“Why, yes, I wish you would.”
“I can go this afternoon just as well as not,” remarked Betsy quietly.
“Don’t it beat all, the way things come round all right if you just don’t fidget?” she thought.
The middle of the afternoon found her on the way to the pretty inn, set on a slight rise of ground above the river. Mr. Beebe, the proprietor, was a Fairport man, an old friend of Betsy’s, whose provincial ideas had for years been in process of changing and forming by contact with the summer people for whom he catered; and what had once been a barn-like structure known as the Fairport Hotel, now showed as a modern inn, with verandas and a pretense to fashion.
Mr. Beebe welcomed Betsy with effusion, rallied her on her travels and her worldly experience, and at last settled down to listen to her business.
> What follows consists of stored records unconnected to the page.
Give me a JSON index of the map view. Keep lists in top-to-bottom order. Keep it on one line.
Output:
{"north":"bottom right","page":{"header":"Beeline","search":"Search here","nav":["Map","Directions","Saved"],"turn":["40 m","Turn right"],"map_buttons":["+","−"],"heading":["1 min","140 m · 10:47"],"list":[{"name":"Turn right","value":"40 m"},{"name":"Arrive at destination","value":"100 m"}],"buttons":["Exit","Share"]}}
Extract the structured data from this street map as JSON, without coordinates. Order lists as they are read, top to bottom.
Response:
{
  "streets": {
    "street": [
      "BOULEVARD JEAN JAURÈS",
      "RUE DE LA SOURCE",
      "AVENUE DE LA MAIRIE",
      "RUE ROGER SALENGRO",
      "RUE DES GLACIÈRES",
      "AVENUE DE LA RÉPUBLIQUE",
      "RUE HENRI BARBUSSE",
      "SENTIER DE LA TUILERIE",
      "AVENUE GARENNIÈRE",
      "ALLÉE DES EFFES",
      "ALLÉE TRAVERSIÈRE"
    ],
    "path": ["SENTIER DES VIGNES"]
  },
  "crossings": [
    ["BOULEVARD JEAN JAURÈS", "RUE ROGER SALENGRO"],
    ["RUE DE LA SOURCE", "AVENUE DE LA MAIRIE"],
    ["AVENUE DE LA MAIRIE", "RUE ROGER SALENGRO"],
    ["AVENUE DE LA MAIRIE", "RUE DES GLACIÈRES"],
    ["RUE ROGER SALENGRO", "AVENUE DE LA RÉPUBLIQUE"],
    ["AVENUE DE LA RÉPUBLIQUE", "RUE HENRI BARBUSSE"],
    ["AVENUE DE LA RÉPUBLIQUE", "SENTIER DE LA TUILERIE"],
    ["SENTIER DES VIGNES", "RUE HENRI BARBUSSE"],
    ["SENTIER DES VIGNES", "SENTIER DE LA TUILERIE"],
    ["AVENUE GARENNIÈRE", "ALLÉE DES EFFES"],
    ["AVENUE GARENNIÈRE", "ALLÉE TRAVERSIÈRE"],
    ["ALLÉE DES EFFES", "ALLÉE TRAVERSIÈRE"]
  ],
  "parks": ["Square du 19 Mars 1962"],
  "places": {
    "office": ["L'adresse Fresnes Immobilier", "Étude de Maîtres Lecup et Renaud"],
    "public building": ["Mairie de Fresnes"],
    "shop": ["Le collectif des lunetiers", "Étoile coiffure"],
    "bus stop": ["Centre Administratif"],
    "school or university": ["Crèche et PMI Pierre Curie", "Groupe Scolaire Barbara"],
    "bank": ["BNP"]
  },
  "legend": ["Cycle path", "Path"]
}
When finally she arose to go, he remarked:—
“Well, seems if there wasn’t any end to the new-fangled notions a feller’s got to listen to and adopt to keep up with the times. I haven’t forgot how clever you were to my wife when she was sick a couple o’ years ago, and I don’t like to turn down anything you ask of me.”
“I appreciate your kindness, Sam, but you ain’t goin’ to lose money by this plan. You know we are all pretty proud o’ the Inn. If Mrs. Bruce wasn’t she’d never a recommended it to the Nixons. They’re folks that are used to the best; and we’d like to see it have all the attractions any resort has. Mark my words, you’ll thank me for this, instead o’ me you, though I ain’t underratin’ your good feelin’. Good-by, Sam.”
Clever Betsy left the place with a springing step.
She found her mistress in a rather injured frame of mind when she reached the cottage. It wore upon the lady that the None-such was going to desert her post for two days.